Let us define \(Z_{1}=Y_{1}\) and \(Z_{k}=Y_{1}+Y_{k}\) for \(k=2,{\ldots },n\). If we translate the origin of the coordinate system to \(Y_{1}, \) then the vertices for \(M'\) (the convex hull \(M\) in the new coordinate system) are \(\{Z_{1}-Y_{1},Z_{2}-Y_{1},{\ldots },{Z}_{n}-Y_{1}\}\) that is \(\{Z{'}_{1}, Z{'}_{2}, {\ldots }, Z{'}_{n}\}\) where \(Z'_{1}\) is in the origin of the new coordinate system. Any arbitrary point \(m'\) inside \(M'\) (note that \(m'=m-Y_{1}\) where \(m\) is a point inside \(M)\) can be represented by a convex combination of all vertices in \(M'\) (Rockafellar 1996). In other words:

$$\begin{aligned} \exists \left\{ {r_1 , r_2 ,\ldots ,r_n } \right\} , r_k \in \left[ {0, 1} \right] \text{ for } \text{ all } k=1, 2,\ldots ,n, m^{\prime }=\mathop \sum \limits _{k=1}^n r_k Z{'}_k. \end{aligned}$$

Note that, according to the definition of convex combination, \(\left\{ {r_1 , r_2 ,\ldots ,r_n } \right\} \) have the property \(\mathop \sum \limits _{k=1}^n r_k =1\). As \(Z'_{1}\) is the origin, it is clear that \(Z'_{1}=r_{1} Z'_{1}\) for any\( r_{1}\). Thus, we get

$$\begin{aligned} \exists \left\{ {r_2 ,\ldots ,r_n } \right\} , r_k \in \left[ {0, 1} \right] \text{ for } \text{ all } k=2,\ldots ,n, m^{\prime }=Z^{\prime }_1 +\mathop \sum \limits _{k=2}^n r_k Z{'}_k. \end{aligned}$$

By substituting \(m^{\prime }=m-Y_1 \) and \(Z{'}_k =Z_k -Y_1 \), any point m inside M can be represented by \(m-Y_1 =Z_1 -Y_1 +\mathop \sum \limits _{k=2}^n r_k (Z_k -Y_1 )=\mathop \sum \limits _{k=2}^n r_k Y_k \). Hence, there exist \(\left\{ {r_2 ,\ldots ,r_n } \right\} , r_k \in \left[ {0, 1} \right] for k=2,\ldots ,n \) such that \(m=Y_1 +\mathop \sum \limits _{k=2}^n r_k Y_k \). \(\square \)

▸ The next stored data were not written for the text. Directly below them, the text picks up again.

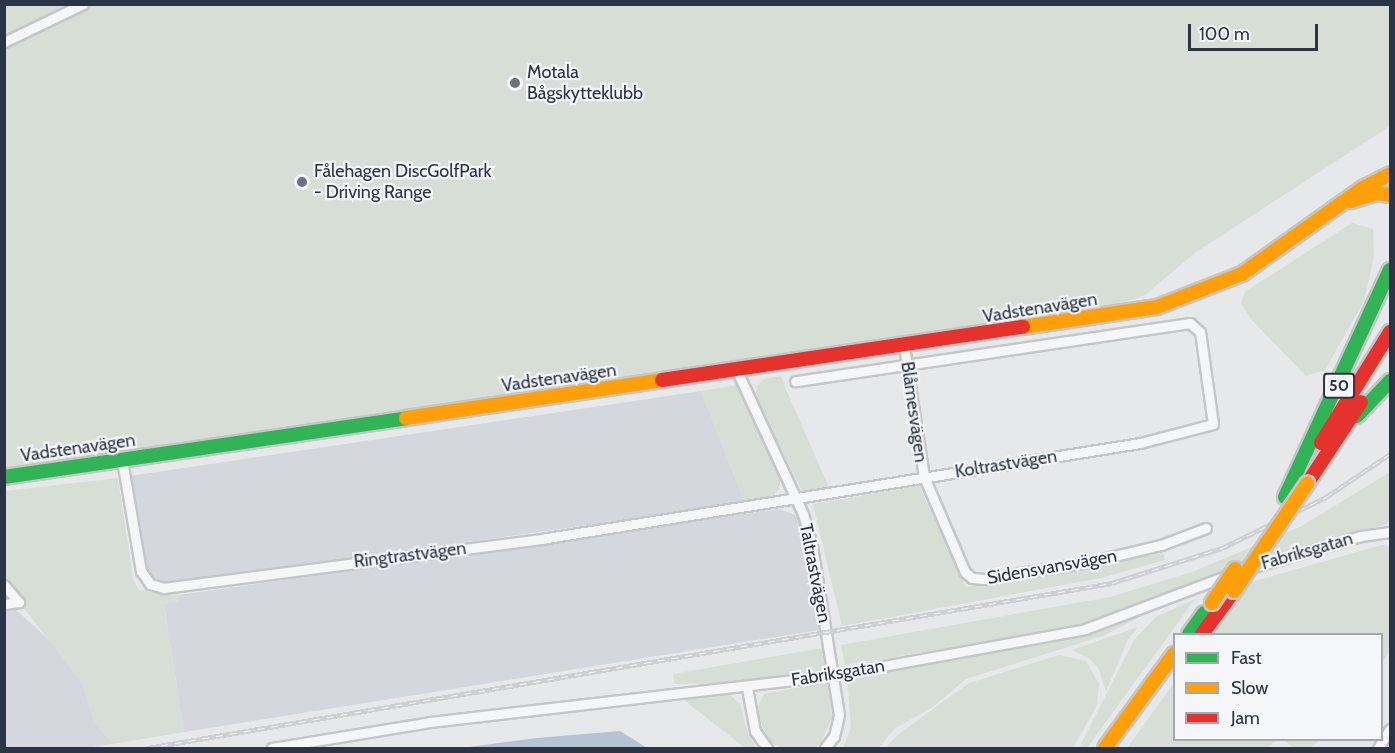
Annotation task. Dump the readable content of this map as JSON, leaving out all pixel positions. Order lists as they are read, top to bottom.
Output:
{
  "streets": {
    "main road": ["Vadstenavägen", "50"],
    "street": [
      "Blåmesvägen",
      "Koltrastvägen",
      "Fabriksgatan",
      "Ringtrastvägen",
      "Sidensvansvägen",
      "Taltrastvägen"
    ]
  },
  "crossings": [
    ["Vadstenavägen", "Blåmesvägen"],
    ["Vadstenavägen", "Koltrastvägen"],
    ["Vadstenavägen", "Ringtrastvägen"],
    ["Vadstenavägen", "Taltrastvägen"],
    ["Blåmesvägen", "Koltrastvägen"],
    ["Blåmesvägen", "Sidensvansvägen"],
    ["Koltrastvägen", "Ringtrastvägen"],
    ["Koltrastvägen", "Sidensvansvägen"],
    ["Koltrastvägen", "Taltrastvägen"],
    ["Ringtrastvägen", "Taltrastvägen"]
  ],
  "places": ["Motala Bågskytteklubb", "Fålehagen DiscGolfPark - Driving Range"],
  "legend": ["Fast", "Slow", "Jam"],
  "scale_bar": "100 m"
}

According to the lemma 2, for any point \(\vec {m}_{t}^{i}\) in the convex hull \(M_{t}^{i}\), there exist \(r_{kt}^i \) (for all \(k\in T_t^i )\) that \( \vec {m}_{t}^{i} = \vec {x}_{t}^{i} + \vec {v}_{t}^{i} \) (see Eq. 25). Thus, we can write 28 as

$$\begin{aligned} \vec {x}_{{t + 1}}^{i} = \vec {m}_{t}^{i} + \omega (\vec {x}_{t}^{i} - \vec {x}_{{t - 1}}^{i} ), \end{aligned}$$
(29)

where \(\vec {m}_{t}^{i}\) is a random point in \(M_{t}^{i}\). Therefore, the point \( \vec {x}_{{t + 1}}^{i} \) is a random point from the subspace (\( M_{t}^{i} + \omega (\vec {x}_{t}^{i} - \vec {x}_{{t - 1}}^{i}\)).

We introduce two simple observations that are used in the main proof.

Observation (a) For any point \(\vec {y}\) in the search space \(S\), there exists a hyper-sphere with the center \( \vec {y} \) and the radius \(\rho \) (we use the notation \( n_{\rho } \left( {\vec {y}} \right) \) for the set of all points in a hyper-sphere with the center \( \vec {y} \) and radius \(\rho )\) that \( f\left( {\vec {y}} \right) )\) can be arbitrarily close to any point in that hyper-sphere with non-zero probability. In other words, \( \forall \vec {y} \in S~\exists \rho > 0~\forall \vec {z} \in n_{\rho } \left( {\vec {y}} \right) ~\forall \varepsilon > 0~P\left( {\left| {f\left( {\vec {y}} \right) - \vec {z}} \right| < \varepsilon } \right) > 0 \) where \( n_{\rho } \left( {\vec {y}} \right) \) is the hyper-sphere with the radius \(\rho \) centered at \( {\vec {y}}\) (Fig. 9).

Fig. 9
figure 9

\( f(\vec {y}) \) can be any point in the light gray area. The dark area shows the open set \(A_{y}\)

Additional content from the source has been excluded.